The fast-food which built a nation

An important cultural anniversary:
FIRST Minister Alex Salmond took delivery of a box of fish from the north-east yesterday in a concluding gesture to mark 150 years of Scotland’s favourite takeaway.

The milestone anniversary for the traditional fish and chip supper has been enthusiastically celebrated by the Scottish Seafood Training Association over the past 12 months.

Robert Milne, the group’s chairman, and deputy Stewart Devine – a director at the Ashvale chain of fish restaurants – travelled by car from the north-east to Edinburgh to present the first minister with his gift.

Mr Milne said: “It is a fantastic achievement for fish and chips to keep its place as the nation’s favourite takeaway after 150 years, despite competition from various fast foods.”

The role of fish suppers in Scottish culture is highlighted by the number of UK awards regularly making their way to chippies north of the border, he said.
Not so sure it's still the UK's favourite takeaway food, there are competing claims on that one. Historically it certainly was (and obviously not just in Scotland) and historically, Friday was the day my father would bring home not just the fish suppers, but pasties, battered sausages, onion rings and an extra portion of chips allegedly "for the kids" but usually polished off pretty sharpish by himself. Our favourite venue was on the Castlereagh Road, the Friar Tuck (or something original along those lines) followed closely by the pride of Ballynafeigh, "Sunnyside Up".
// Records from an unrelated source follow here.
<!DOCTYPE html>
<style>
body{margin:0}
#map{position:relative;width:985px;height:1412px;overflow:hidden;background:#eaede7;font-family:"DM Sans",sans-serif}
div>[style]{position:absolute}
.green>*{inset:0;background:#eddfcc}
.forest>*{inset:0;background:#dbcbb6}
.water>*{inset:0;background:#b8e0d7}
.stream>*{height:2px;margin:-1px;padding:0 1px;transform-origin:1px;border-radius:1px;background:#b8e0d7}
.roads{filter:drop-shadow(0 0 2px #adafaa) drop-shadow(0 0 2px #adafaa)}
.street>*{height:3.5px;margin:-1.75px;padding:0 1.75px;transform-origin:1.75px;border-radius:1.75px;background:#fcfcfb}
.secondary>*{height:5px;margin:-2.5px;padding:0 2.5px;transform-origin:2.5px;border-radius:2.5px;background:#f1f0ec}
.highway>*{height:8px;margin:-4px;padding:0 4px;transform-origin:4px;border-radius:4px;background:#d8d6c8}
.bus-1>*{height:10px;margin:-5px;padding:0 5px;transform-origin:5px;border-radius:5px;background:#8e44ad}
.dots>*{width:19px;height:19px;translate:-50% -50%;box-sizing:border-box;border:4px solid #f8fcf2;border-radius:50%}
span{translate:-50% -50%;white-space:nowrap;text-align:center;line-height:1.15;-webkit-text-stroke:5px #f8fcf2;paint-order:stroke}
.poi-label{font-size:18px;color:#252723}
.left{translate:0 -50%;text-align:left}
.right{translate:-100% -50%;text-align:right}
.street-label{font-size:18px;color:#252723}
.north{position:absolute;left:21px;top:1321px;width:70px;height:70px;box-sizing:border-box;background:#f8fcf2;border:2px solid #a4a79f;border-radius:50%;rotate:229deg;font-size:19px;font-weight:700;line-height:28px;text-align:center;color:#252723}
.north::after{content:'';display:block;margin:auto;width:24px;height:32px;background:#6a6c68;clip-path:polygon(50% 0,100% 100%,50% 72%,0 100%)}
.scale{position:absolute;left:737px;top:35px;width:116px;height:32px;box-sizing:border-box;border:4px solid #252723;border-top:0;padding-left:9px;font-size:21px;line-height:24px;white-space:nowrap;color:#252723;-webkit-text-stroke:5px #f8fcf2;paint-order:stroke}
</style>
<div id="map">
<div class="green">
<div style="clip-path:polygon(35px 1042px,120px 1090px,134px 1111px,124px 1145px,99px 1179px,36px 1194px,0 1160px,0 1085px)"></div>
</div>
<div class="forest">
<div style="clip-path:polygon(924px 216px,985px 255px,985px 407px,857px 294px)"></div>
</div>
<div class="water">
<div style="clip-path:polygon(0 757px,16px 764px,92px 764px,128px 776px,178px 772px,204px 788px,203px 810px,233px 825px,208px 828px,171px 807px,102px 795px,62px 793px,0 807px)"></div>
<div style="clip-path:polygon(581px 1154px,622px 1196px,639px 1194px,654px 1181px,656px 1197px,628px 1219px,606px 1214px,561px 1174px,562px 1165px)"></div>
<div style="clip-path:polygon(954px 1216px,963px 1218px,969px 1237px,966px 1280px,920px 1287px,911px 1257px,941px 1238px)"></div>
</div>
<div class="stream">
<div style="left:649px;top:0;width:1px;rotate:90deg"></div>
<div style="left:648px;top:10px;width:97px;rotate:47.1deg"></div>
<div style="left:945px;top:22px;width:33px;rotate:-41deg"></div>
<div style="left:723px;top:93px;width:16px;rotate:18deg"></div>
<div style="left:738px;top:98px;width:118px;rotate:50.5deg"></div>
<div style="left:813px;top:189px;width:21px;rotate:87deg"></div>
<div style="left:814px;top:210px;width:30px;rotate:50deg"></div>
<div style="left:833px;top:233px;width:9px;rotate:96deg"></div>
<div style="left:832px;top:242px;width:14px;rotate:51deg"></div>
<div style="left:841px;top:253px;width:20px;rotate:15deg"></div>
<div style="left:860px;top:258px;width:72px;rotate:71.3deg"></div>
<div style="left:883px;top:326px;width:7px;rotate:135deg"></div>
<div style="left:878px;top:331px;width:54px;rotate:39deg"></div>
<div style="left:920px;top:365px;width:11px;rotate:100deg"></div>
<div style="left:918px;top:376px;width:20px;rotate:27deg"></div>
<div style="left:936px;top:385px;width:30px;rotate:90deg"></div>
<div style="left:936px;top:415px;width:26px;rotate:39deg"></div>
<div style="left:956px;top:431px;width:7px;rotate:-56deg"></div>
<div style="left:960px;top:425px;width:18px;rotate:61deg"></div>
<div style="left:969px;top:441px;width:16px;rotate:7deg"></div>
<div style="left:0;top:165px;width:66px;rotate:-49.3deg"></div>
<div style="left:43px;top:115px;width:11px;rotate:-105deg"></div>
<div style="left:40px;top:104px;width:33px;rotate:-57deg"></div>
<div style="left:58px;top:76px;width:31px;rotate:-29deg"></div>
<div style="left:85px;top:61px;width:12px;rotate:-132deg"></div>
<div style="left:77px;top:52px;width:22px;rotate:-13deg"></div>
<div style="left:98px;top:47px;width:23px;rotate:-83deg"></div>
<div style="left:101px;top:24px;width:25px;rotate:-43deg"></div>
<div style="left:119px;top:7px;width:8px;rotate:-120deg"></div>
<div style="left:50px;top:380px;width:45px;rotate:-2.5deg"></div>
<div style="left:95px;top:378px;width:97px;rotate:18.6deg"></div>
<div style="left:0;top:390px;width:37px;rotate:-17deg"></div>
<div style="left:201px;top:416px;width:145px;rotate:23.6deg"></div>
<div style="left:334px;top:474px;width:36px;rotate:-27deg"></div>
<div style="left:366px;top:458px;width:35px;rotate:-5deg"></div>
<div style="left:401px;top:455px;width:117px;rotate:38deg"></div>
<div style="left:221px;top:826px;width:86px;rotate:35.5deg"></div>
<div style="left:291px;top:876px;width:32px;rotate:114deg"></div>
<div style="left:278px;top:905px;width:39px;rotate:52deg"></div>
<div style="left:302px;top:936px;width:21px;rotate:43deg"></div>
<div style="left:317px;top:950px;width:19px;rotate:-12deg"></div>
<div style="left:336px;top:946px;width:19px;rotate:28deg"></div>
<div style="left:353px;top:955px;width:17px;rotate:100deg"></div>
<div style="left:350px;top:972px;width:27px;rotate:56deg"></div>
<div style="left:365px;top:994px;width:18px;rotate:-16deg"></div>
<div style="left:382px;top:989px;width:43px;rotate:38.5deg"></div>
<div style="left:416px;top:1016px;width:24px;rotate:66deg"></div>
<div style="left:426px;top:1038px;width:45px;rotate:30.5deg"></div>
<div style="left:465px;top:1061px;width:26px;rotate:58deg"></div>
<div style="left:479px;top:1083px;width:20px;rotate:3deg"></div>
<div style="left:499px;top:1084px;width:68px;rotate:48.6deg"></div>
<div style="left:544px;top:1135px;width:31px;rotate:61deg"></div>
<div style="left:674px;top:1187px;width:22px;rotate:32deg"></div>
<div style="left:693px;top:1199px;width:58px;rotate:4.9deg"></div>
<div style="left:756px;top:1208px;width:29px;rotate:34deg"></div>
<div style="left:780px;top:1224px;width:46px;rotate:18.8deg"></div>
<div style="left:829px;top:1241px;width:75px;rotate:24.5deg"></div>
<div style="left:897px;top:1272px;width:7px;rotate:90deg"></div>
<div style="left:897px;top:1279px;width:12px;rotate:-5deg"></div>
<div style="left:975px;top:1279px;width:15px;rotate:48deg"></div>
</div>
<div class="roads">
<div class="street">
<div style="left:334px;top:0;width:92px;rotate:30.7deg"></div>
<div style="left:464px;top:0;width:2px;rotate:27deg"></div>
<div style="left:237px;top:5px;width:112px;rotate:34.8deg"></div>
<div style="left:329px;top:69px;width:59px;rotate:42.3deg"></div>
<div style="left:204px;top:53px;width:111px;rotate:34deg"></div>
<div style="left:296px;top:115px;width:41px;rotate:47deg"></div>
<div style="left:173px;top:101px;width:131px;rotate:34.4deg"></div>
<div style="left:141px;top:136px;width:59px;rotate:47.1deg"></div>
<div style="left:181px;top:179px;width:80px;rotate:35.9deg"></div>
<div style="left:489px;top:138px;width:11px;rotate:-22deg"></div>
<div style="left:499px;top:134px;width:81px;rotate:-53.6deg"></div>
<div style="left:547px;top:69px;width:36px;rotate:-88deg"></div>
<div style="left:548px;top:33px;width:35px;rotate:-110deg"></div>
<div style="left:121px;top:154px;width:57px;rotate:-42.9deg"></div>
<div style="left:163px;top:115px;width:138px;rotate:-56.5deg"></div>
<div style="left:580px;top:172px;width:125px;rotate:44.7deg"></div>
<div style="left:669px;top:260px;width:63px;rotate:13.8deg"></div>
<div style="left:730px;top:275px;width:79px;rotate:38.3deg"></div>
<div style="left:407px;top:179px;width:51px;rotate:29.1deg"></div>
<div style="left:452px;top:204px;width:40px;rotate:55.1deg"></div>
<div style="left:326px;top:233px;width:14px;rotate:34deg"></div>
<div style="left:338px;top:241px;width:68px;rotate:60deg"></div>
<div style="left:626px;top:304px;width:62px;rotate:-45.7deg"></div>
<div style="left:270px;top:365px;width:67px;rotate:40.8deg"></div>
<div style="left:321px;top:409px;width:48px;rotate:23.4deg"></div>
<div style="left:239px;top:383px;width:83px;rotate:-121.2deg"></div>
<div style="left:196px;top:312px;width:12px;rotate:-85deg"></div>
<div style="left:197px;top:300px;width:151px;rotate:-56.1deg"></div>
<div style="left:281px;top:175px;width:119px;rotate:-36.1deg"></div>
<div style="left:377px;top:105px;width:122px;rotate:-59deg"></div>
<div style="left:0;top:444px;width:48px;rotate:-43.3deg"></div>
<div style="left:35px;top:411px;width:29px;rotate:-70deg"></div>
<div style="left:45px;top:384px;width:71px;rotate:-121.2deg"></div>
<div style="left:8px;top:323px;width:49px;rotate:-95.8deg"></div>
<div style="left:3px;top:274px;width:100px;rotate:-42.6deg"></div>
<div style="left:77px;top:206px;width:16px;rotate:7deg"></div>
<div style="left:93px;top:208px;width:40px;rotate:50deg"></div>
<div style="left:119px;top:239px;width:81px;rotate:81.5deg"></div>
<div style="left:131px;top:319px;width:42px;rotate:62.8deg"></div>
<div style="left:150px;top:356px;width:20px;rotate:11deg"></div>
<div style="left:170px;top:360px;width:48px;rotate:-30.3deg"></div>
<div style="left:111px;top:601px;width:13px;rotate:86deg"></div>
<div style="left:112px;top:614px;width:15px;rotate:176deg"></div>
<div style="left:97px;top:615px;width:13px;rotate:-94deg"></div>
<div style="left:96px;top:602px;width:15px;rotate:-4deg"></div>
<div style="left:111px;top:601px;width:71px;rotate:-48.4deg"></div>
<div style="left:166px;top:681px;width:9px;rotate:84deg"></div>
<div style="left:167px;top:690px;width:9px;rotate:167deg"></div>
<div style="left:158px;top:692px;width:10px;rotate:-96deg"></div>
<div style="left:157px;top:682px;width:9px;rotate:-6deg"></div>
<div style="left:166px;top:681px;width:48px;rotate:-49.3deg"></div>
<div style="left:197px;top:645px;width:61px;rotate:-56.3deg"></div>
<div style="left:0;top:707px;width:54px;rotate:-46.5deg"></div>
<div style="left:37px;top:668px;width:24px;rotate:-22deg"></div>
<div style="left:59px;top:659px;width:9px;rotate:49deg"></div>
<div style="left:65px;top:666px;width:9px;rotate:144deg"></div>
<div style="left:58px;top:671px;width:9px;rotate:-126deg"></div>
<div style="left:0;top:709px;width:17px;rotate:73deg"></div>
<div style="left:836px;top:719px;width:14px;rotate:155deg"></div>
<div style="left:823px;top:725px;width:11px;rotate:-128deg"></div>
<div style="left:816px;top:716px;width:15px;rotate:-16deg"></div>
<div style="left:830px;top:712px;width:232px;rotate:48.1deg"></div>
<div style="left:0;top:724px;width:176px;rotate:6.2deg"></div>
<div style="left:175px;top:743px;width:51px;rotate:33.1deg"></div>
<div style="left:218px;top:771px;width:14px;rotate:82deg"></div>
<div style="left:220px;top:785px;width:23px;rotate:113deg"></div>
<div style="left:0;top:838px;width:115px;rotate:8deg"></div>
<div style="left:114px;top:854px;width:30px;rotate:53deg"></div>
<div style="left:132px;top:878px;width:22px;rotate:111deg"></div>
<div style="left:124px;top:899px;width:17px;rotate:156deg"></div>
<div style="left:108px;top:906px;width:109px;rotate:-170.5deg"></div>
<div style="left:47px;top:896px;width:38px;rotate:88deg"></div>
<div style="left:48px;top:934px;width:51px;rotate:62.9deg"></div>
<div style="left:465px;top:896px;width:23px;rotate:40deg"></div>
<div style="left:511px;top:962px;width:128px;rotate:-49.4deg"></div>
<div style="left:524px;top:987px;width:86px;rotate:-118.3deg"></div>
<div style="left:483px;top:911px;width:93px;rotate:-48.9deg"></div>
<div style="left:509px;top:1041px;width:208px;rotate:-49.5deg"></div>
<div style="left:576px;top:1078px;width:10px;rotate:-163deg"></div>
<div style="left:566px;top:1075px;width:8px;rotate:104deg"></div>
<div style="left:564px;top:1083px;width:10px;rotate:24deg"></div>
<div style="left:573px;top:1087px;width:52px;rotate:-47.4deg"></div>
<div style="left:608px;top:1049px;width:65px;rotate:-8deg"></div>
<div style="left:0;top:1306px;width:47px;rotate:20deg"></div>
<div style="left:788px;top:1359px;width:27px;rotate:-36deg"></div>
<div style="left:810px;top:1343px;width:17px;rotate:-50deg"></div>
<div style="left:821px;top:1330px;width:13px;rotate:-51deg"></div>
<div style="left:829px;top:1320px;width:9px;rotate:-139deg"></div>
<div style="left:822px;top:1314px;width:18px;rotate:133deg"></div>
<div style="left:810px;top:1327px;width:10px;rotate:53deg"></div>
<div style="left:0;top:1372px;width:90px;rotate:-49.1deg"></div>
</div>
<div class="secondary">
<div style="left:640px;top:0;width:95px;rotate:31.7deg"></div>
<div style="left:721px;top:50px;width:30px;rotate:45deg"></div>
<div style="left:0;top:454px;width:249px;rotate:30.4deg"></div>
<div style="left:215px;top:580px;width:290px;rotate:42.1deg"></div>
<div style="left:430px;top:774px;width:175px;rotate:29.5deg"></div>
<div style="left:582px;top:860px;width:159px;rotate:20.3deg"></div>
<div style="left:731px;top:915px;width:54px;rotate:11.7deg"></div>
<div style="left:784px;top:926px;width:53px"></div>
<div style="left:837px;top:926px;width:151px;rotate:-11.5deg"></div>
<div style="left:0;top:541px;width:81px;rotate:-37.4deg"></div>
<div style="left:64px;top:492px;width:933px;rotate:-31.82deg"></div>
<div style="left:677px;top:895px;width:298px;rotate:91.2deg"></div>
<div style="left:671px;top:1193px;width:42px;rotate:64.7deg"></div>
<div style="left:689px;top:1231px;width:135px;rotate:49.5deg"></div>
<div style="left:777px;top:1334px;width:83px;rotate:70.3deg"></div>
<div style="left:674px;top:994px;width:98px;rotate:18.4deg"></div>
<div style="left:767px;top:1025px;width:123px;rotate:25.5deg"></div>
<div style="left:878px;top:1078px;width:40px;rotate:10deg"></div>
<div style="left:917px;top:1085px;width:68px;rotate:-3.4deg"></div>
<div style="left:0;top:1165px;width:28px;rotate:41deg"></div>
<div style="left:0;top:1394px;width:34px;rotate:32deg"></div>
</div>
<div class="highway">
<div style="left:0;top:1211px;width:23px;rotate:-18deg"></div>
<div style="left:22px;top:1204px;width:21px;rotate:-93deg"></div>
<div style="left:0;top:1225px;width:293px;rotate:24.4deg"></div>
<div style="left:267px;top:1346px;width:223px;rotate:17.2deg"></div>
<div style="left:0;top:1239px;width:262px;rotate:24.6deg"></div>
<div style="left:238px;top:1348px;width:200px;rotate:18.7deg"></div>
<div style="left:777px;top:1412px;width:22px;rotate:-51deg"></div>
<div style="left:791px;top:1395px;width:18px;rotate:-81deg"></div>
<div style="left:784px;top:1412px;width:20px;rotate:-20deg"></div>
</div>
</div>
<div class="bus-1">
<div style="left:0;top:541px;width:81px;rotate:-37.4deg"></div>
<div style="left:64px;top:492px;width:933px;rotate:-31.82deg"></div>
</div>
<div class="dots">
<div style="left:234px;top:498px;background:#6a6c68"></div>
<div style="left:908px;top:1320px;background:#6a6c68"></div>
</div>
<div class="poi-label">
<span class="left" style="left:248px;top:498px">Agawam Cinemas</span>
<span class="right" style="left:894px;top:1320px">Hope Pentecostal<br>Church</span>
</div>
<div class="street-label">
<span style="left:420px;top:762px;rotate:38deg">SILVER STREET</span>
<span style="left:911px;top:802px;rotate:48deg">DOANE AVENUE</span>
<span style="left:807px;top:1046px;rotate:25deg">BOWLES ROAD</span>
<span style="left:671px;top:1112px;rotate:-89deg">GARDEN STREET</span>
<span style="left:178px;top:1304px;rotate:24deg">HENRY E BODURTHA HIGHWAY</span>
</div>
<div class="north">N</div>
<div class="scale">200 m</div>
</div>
Culinary-wise, I don't think I've ever quite reached the same level of anticipation and excitement that I felt on those Friday evenings- a soyabean risotto just doesn't hit the spot in quite the same way.


Timothy Belmont said...

Many's a time we frequented the Fryar Tuck when I wore short trousers and couldn't reach the counter! :-)

O'Neill said...

It was the Fryar Tuck wasn't it Tim, my memory's not deceiving me?